By Fae Frazier Price
Children are often the pickiest eaters in a household, and unfortunately, often the ones eating the least healthy foods. This gets even worse during the holiday season when cookies, cakes, and candies are everywhere.
It can be difficult to set limits during these times, and you may want to give in to avoid the war that will surely follow if you say no. But how about we love our kids enough to say no to refined sugar and other holiday “treats” that wreak havoc on their little bodies and minds.
The key is not to simply take away everything tasty and give them celery instead. What you want to do is replace familiar comfort foods with delicious and deceptively healthy alternatives. And to always make it fun!
Here are some ideas that can help your kids enjoy the holidays more without the sugar crashes and meltdowns that often follow:
1. Make healthy smoothies. Learn to make a really delicious smoothie with fruit, homemade juice, and plain yogurt, without the ice cream and sugar that many traditional smoothies contain.

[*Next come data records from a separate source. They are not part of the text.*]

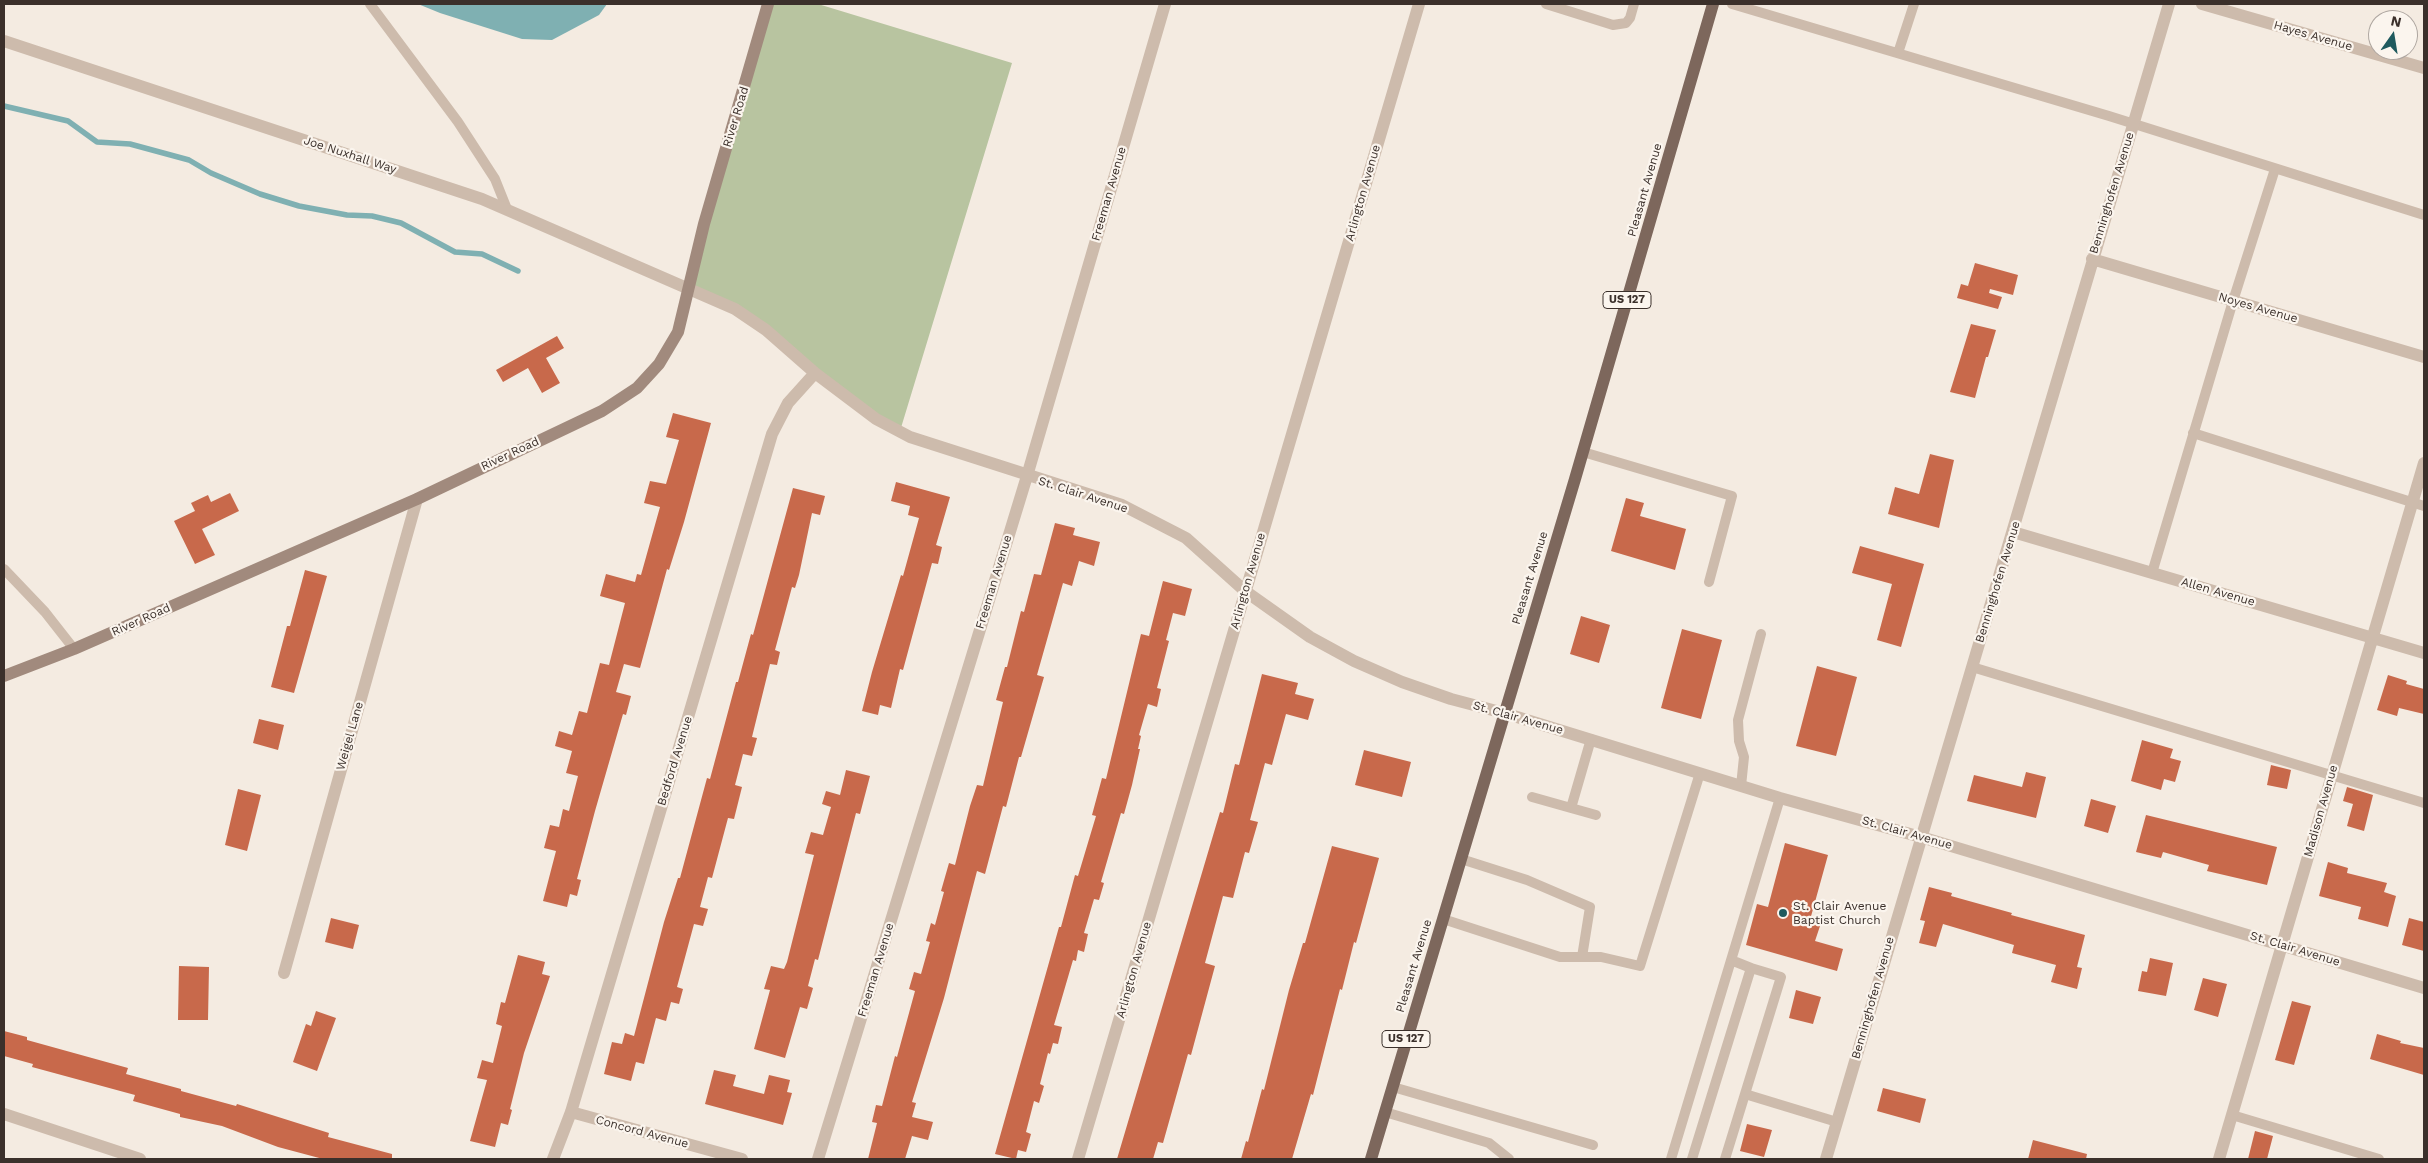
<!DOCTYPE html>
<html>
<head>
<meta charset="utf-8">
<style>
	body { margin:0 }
	#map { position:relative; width:2428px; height:1163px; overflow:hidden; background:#f4ebe1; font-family:"Work Sans",sans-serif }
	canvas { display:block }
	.frame { position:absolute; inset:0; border:5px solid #3b302b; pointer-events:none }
	.north { position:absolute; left:2368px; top:10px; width:50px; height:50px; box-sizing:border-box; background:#fbf5ee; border:1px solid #aea6a0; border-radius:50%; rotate:13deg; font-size:14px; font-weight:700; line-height:20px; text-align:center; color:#3b302b }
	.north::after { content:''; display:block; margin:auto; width:18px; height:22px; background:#1f5a5e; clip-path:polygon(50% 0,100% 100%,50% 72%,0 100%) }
</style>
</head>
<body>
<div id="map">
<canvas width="2428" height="1163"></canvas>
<div class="frame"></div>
<div class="north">N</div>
</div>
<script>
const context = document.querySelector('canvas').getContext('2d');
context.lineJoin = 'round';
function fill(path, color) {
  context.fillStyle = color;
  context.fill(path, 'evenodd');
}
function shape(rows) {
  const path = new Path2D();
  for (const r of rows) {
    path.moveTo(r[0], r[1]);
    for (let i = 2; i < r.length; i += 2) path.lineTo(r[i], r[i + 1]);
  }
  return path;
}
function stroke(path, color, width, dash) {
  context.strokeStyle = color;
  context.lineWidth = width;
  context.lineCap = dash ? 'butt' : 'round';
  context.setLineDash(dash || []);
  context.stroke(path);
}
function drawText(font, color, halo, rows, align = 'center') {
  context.font = font + ' "Work Sans",sans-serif';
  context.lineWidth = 4.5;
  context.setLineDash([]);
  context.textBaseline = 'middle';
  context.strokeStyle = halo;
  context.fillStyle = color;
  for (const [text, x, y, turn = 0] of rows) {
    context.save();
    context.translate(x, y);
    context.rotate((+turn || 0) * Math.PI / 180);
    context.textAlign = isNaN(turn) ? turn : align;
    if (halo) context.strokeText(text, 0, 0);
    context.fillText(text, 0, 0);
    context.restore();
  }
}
fill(shape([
	[768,4,818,4,1012,63,900,431,792,350,690,288]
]), '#b8c4a0');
fill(shape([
	[418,4,607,4,599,15,552,40,522,39,440,13]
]), '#7fb0b2');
stroke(shape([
	[4,106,68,121,97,142,130,144,189,160,211,173,260,194,299,206,347,215,372,216,401,223,455,252,482,254,518,271]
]), '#7fb0b2', 5.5);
fill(shape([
	[1975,263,2018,275,2013,295,1990,289,1989,293,2002,297,1998,309,1957,298,1961,284,1968,286],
	[1971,324,1996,330,1988,357,1986,357,1975,398,1950,392],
	[557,336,564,348,546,358,560,383,542,393,528,368,503,382,496,370],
	[673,413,711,423,684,522,669,570,667,569,640,668,624,664,616,692,631,696,626,715,623,714,595,811,577,879,581,880,577,896,570,894,567,907,543,901,556,851,544,848,550,825,559,827,563,809,569,811,578,776,566,773,572,751,555,746,559,731,572,735,579,711,587,713,600,663,609,665,625,603,600,596,606,574,635,582,637,574,641,575,660,507,644,503,650,481,666,484,679,440,666,437],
	[1930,454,1954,460,1939,528,1888,514,1895,487,1919,494],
	[896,482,950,497,936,545,942,547,938,564,932,563,903,670,900,669,891,708,880,705,878,715,862,711,872,672,901,575,903,576,919,518,908,515,910,506,891,501],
	[793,488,825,496,820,515,812,513,799,575,795,588,792,587,775,650,780,652,777,665,770,664,752,737,757,738,752,756,743,754,735,785,742,787,734,819,728,818,712,878,708,877,700,907,708,909,703,926,694,924,677,987,683,989,679,1004,671,1002,666,1021,656,1018,644,1064,636,1062,631,1081,604,1074,612,1042,622,1044,625,1033,634,1036,664,922,678,878,680,878,707,778,710,779,736,682,738,682,751,634,753,635],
	[230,493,239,511,202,529,215,555,195,564,174,521,195,511,191,503,208,495,211,502],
	[1626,498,1644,503,1640,516,1686,529,1675,570,1611,551],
	[1055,523,1075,528,1073,535,1100,542,1094,566,1079,561,1072,586,1063,583,1037,675,1044,677,1021,757,1019,757,1006,807,1003,806,985,874,977,871,944,998,912,1102,916,1103,912,1117,933,1122,928,1140,912,1136,905,1159,868,1159,877,1123,872,1122,876,1105,882,1106,895,1056,897,1057,915,991,909,989,914,972,921,974,930,942,926,941,931,923,935,925,944,892,941,891,949,863,955,865,970,806,977,785,983,786,1003,702,996,700,1005,667,1007,667,1021,611,1024,612,1034,574,1041,575],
	[1860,546,1924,564,1901,647,1877,640,1892,584,1852,573],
	[305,570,327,576,294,693,271,687,287,626,290,626],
	[1163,581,1192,589,1185,616,1173,613,1166,640,1169,641,1157,688,1161,689,1157,707,1148,704,1139,735,1141,736,1138,749,1140,749,1132,785,1124,814,1121,813,1101,882,1104,883,1099,900,1094,899,1084,933,1088,934,1084,952,1078,950,1076,961,1073,960,1054,1025,1062,1027,1058,1044,1053,1043,1050,1054,1048,1053,1040,1084,1044,1086,1039,1103,1034,1101,1026,1132,1031,1134,1026,1152,1018,1150,1016,1159,995,1154,1059,927,1061,927,1075,875,1078,876,1096,816,1092,815,1102,778,1106,779,1141,634,1149,636],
	[1581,616,1610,625,1599,663,1570,654],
	[1682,629,1722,640,1701,719,1661,708],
	[1817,666,1857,677,1836,756,1796,746],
	[1262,674,1298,683,1295,694,1314,699,1308,720,1286,714,1272,765,1265,763,1250,820,1258,822,1249,853,1245,852,1233,898,1223,896,1205,963,1215,966,1191,1055,1188,1054,1163,1143,1158,1142,1153,1159,1117,1159,1220,812,1223,813,1235,764,1239,765],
	[2388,675,2407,681,2406,684,2424,689,2424,714,2399,708,2397,716,2377,710],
	[259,719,284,725,278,750,253,743],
	[2142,740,2173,749,2170,758,2181,761,2175,782,2164,779,2161,790,2131,781],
	[1364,750,1411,762,1402,797,1355,785],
	[2271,765,2291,770,2287,789,2267,785],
	[846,770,870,776,860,814,856,813,818,960,815,959,808,986,813,988,807,1009,800,1007,785,1058,754,1049,770,990,764,989,771,966,784,969,787,962,814,855,805,853,811,832,823,835,831,807,822,804,826,791,840,795],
	[2026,772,2046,777,2036,818,1967,801,1974,775,2022,787],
	[2347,787,2373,795,2364,831,2347,826,2353,804,2343,801],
	[238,789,261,795,247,851,225,845],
	[2091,799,2116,806,2108,833,2084,826],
	[2146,815,2277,847,2267,885,2207,871,2209,865,2163,852,2161,858,2136,852],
	[1785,843,1828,855,1810,920,1821,923,1815,941,1843,949,1837,971,1746,945,1757,904,1768,907],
	[1332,846,1379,858,1356,943,1354,942,1342,990,1340,989,1313,1095,1311,1094,1292,1159,1241,1159,1246,1141,1248,1142,1262,1089,1264,1090,1289,990,1303,943,1305,943],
	[2328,862,2348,868,2347,873,2387,883,2384,892,2396,896,2388,927,2358,919,2361,907,2319,896],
	[1929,887,1952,893,1951,896,2012,913,2011,915,2085,935,2077,967,2082,968,2077,989,2051,982,2056,965,2012,953,2014,945,1943,924,1936,947,1919,943,1925,921,1920,920],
	[331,918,359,925,353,949,325,942],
	[2409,918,2424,922,2424,951,2402,945],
	[518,955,545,962,542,974,550,976,524,1053,510,1109,512,1110,508,1125,501,1123,495,1147,470,1141,487,1080,477,1078,482,1060,493,1063,502,1026,496,1024,501,1002,505,1003],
	[2150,958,2173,963,2166,996,2138,991,2142,971,2147,972],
	[179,966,209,967,208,1020,178,1020],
	[2203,978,2227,984,2218,1017,2194,1010],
	[1796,990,1821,997,1813,1024,1789,1018],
	[2292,1001,2311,1006,2294,1065,2275,1060],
	[316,1011,336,1018,317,1071,293,1062,306,1024,311,1026],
	[4,1031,27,1037,27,1040,128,1068,126,1074,181,1089,181,1091,236,1106,237,1104,329,1133,328,1137,392,1154,392,1159,323,1159,278,1147,222,1126,180,1117,180,1114,133,1101,135,1095,32,1067,33,1064,4,1056],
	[2377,1034,2401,1041,2400,1043,2424,1048,2424,1075,2370,1059],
	[714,1070,736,1075,733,1086,764,1094,769,1075,790,1080,787,1092,792,1093,783,1125,705,1104],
	[1883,1088,1926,1099,1920,1123,1877,1111],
	[1747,1124,1772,1130,1764,1157,1740,1151],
	[2255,1131,2273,1136,2267,1159,2248,1159],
	[2033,1140,2087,1154,2086,1159,2028,1159]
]), '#c8694b');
stroke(shape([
	[370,4,458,122,495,179,507,209],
	[1546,4,1613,25,1626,23,1630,18,1634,4],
	[1732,4,2109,116,2424,215],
	[1898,53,1914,4],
	[2193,433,2424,506],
	[1583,452,1732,496,1709,582],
	[4,569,45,612,74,649],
	[2152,573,2233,301,2275,169],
	[1972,667,2424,803],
	[1591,739,1571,808,1596,815],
	[1741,786,1744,757,1739,741,1738,720,1761,634],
	[1532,797,1571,808],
	[1461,859,1527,880,1590,907,1582,957],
	[1443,919,1560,957,1601,957,1640,966,1700,773],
	[1731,960,1751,968],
	[1393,1087,1593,1145],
	[1745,1094,1837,1122],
	[1385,1112,1489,1143,1509,1159],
	[2232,1115,2379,1159],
	[1671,1159,1780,798],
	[1692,1159,1751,968,1781,977,1725,1159]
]), '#cdbbac', 10);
stroke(shape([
	[2202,4,2424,68],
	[4,41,482,199,735,309,766,330,815,373,876,419,910,437,1122,505,1186,538,1245,591,1310,637,1354,661,1402,682,1451,699,1504,713,1780,798,1921,837,2424,988],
	[2092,259,2424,357],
	[2013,532,2424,653],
	[284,973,417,499],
	[571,1112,742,1159],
	[4,1114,140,1159],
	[553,1159,571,1112,772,434,788,403,815,373],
	[818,1159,1027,476,1165,4],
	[1078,1159,1419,4],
	[1826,1159,2169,4],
	[2219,1159,2424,463]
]), '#cdbbac', 12);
stroke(shape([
	[4,676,74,649,417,499,602,411,637,388,659,364,678,332,704,224,768,4]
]), '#a18a7d', 12);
stroke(shape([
	[1371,1159,1575,479,1713,4]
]), '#7d675c', 12);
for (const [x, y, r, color] of [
	[1783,913,5,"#1f5a5e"]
]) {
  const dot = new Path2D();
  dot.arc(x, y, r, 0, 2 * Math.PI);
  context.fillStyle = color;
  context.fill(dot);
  stroke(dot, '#fbf5ee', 2);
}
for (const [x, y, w] of [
	[1627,300,48],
	[1406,1039,48]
]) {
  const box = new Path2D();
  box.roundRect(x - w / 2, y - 8.5, w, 17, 4);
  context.fillStyle = '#fbf5ee';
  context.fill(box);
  stroke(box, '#3b302b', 1);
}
drawText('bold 11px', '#3b302b', null, [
	["US 127",1627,300],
	["US 127",1406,1039]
]);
drawText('12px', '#3b302b', '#fbf5ee', [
	["Hayes Avenue",2313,36,16],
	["River Road",736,117,-73],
	["Joe Nuxhall Way",350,155,18],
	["Pleasant Avenue",1645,190,-74],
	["Arlington Avenue",1363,193,-74],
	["Benninghofen Avenue",2112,193,-73],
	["Freeman Avenue",1109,194,-74],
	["Noyes Avenue",2258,308,16],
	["River Road",510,454,-25],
	["St. Clair Avenue",1083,495,18],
	["Pleasant Avenue",1530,578,-73],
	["Arlington Avenue",1248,581,-74],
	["Freeman Avenue",994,582,-73],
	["Benninghofen Avenue",1998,582,-73],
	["Allen Avenue",2218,592,16],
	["River Road",141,620,-24],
	["St. Clair Avenue",1518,718,16],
	["Weigel Lane",350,736,-74],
	["Bedford Avenue",675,761,-73],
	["Madison Avenue",2321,811,-74],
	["St. Clair Avenue",1907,833,16],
	["St. Clair Avenue",2295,949,17],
	["Pleasant Avenue",1414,966,-73],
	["Freeman Avenue",876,970,-73],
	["Arlington Avenue",1134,970,-74],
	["Benninghofen Avenue",1873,998,-74],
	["Concord Avenue",642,1132,15]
]);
drawText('12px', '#3b302b', '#fbf5ee', [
	["St. Clair Avenue",1793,906],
	["Baptist Church",1793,920]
], 'left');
</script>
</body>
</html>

2. Create fun names for food. Give every new dish you create a fun name. Your child may hate anything green, but if you serve him a chocolate pudding made from avocados, dates, and raw chocolate powder and call it “monster sludge,” he just may try it!
3. Use crazy straws. Kids are much more excited to try a new drink if it is served with a crazy straw.
4. Make fun dips. Offer your children cut-up vegetables and fruits with fun dips. You can make all sorts of delicious dips out of whole foods, or stick with familiar options like ranch dressing and honey.
5. Experiment with homemade juice. Kids love homemade juice. Try juicing something they haven’t tried in a juice before, like pineapple. Let them pick out produce from the store that they think would taste good in a juice. Make it feel like it’s a science experiment and have fun together.
6. Let them help. Let your kids help prepare their food. We need to get over our dread of making messes. If kids get to see and help pick out fresh produce, use the new juicer, and try new recipes for the first time with you, they will enjoy it so much more.
7. Encourage them to create. Let kids create their own recipes, give them names, and taste them together. Take pictures of your newly created foods. This is fun, memorable, and nutritious! Just make sure to supervise them and give them age-appropriate tasks.
8. Set a good example. You can give kids healthy foods all day, but if you turn up your nose at the same things, only eat sugary treats, or gag while eating green vegetables, you are sending your children a clear message that healthy foods are disgusting.
9. Add more natural sweetener. Make your recipes a little sweeter. If you find some recipes you like, but the kids don’t really seem to like them, add in some more natural sweetener. It will taste better to them and still be so much healthier than sugar or artificial sweeteners.
10. Try to avoid using force. Try not to bully kids into eating healthy foods. They will transition more slowly than adults and are usually more resistant to change. Creating a lot of stress and drama over foods they don’t want can create lifelong food issues.
11. Offer healthier intermediate treats. These days, you can find all sorts of healthier options for traditional foods. Just by cutting out white sugar and making more things from scratch, you will be giving your kids a huge nutritional advantage right away, with minimal changes to your lifestyle.
12. Use raw sweeteners. Learn to use only healthy raw sweeteners to sweeten your child’s foods. Dates, raw honey, raisins, fresh juices, and low-glycemic powders such as lucuma powder are delicious and easy to use.
13. Keep trying. If you keep serving a small portion of new foods to your children, and keep eating them yourself, they are very likely to start eating them one day.